Provided entries:
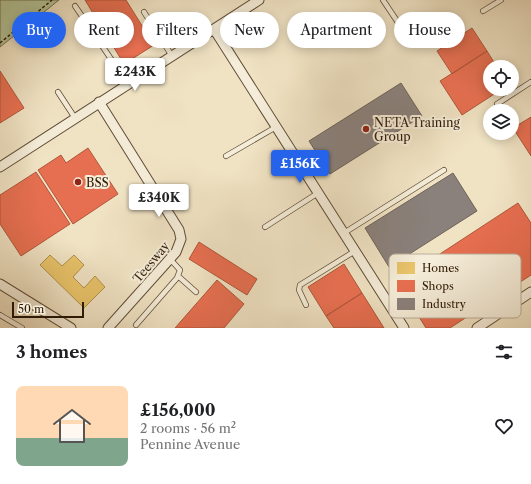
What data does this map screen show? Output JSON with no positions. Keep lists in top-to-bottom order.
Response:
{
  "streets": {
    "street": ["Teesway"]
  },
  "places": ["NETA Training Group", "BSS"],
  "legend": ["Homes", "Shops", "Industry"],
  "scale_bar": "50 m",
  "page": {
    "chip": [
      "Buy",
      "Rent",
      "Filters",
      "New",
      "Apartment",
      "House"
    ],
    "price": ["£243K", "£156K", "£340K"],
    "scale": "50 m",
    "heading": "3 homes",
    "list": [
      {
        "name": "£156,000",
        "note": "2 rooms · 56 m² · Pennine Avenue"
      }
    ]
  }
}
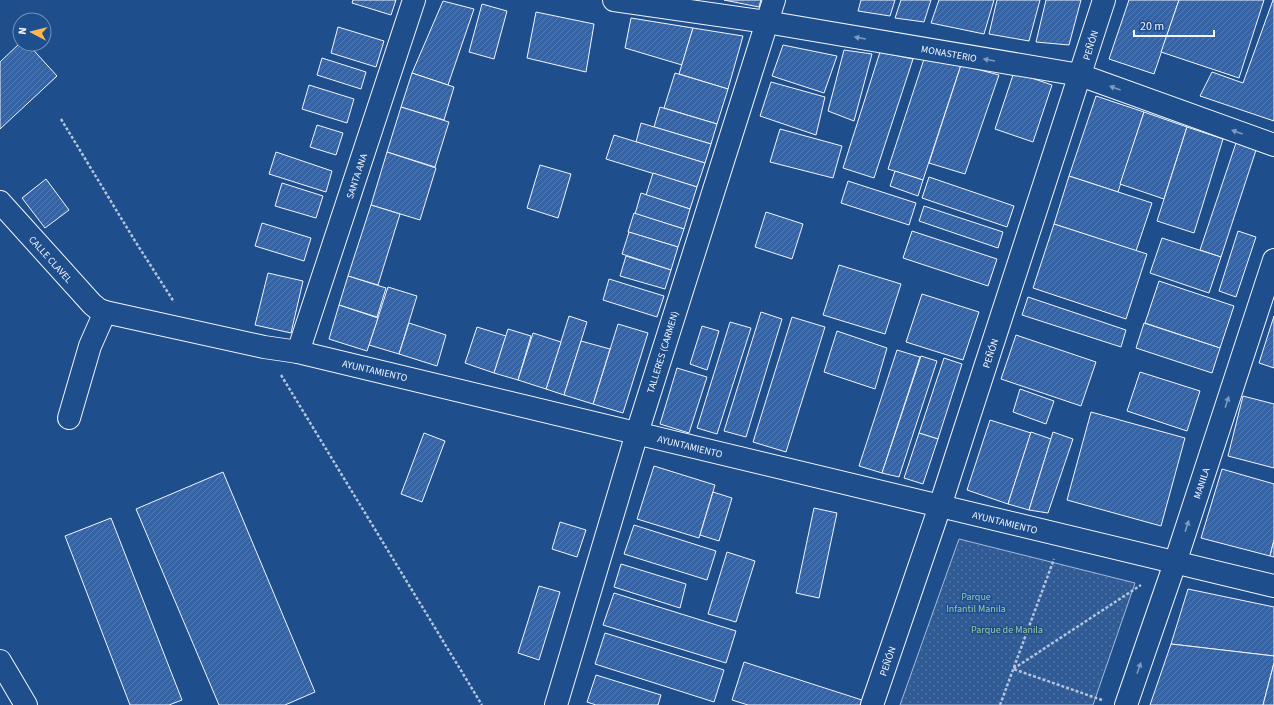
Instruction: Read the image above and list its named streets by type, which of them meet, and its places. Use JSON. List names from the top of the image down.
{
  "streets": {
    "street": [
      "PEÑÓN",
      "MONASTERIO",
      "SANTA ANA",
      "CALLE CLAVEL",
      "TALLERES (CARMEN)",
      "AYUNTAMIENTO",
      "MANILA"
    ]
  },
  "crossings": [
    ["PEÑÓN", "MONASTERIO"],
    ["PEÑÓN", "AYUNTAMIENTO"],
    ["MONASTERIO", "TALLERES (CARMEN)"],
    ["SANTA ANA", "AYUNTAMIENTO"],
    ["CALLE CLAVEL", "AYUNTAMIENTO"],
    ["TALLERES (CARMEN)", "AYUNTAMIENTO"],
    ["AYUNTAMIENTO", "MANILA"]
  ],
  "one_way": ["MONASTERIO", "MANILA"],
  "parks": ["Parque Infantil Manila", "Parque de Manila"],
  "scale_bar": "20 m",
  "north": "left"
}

Activity:
Restate the material word for word; no picture should appear in the copy.

Answer to this exercise:
What data does this map screen show? Output JSON with no positions. Keep lists in top-to-bottom order.
Response:
{
  "streets": {
    "street": ["Teesway"]
  },
  "places": ["NETA Training Group", "BSS"],
  "legend": ["Homes", "Shops", "Industry"],
  "scale_bar": "50 m",
  "page": {
    "chip": [
      "Buy",
      "Rent",
      "Filters",
      "New",
      "Apartment",
      "House"
    ],
    "price": ["£243K", "£156K", "£340K"],
    "scale": "50 m",
    "heading": "3 homes",
    "list": [
      {
        "name": "£156,000",
        "note": "2 rooms · 56 m² · Pennine Avenue"
      }
    ]
  }
}
Instruction: Read the image above and list its named streets by type, which of them meet, and its places. Use JSON. List names from the top of the image down.
{
  "streets": {
    "street": [
      "PEÑÓN",
      "MONASTERIO",
      "SANTA ANA",
      "CALLE CLAVEL",
      "TALLERES (CARMEN)",
      "AYUNTAMIENTO",
      "MANILA"
    ]
  },
  "crossings": [
    ["PEÑÓN", "MONASTERIO"],
    ["PEÑÓN", "AYUNTAMIENTO"],
    ["MONASTERIO", "TALLERES (CARMEN)"],
    ["SANTA ANA", "AYUNTAMIENTO"],
    ["CALLE CLAVEL", "AYUNTAMIENTO"],
    ["TALLERES (CARMEN)", "AYUNTAMIENTO"],
    ["AYUNTAMIENTO", "MANILA"]
  ],
  "one_way": ["MONASTERIO", "MANILA"],
  "parks": ["Parque Infantil Manila", "Parque de Manila"],
  "scale_bar": "20 m",
  "north": "left"
}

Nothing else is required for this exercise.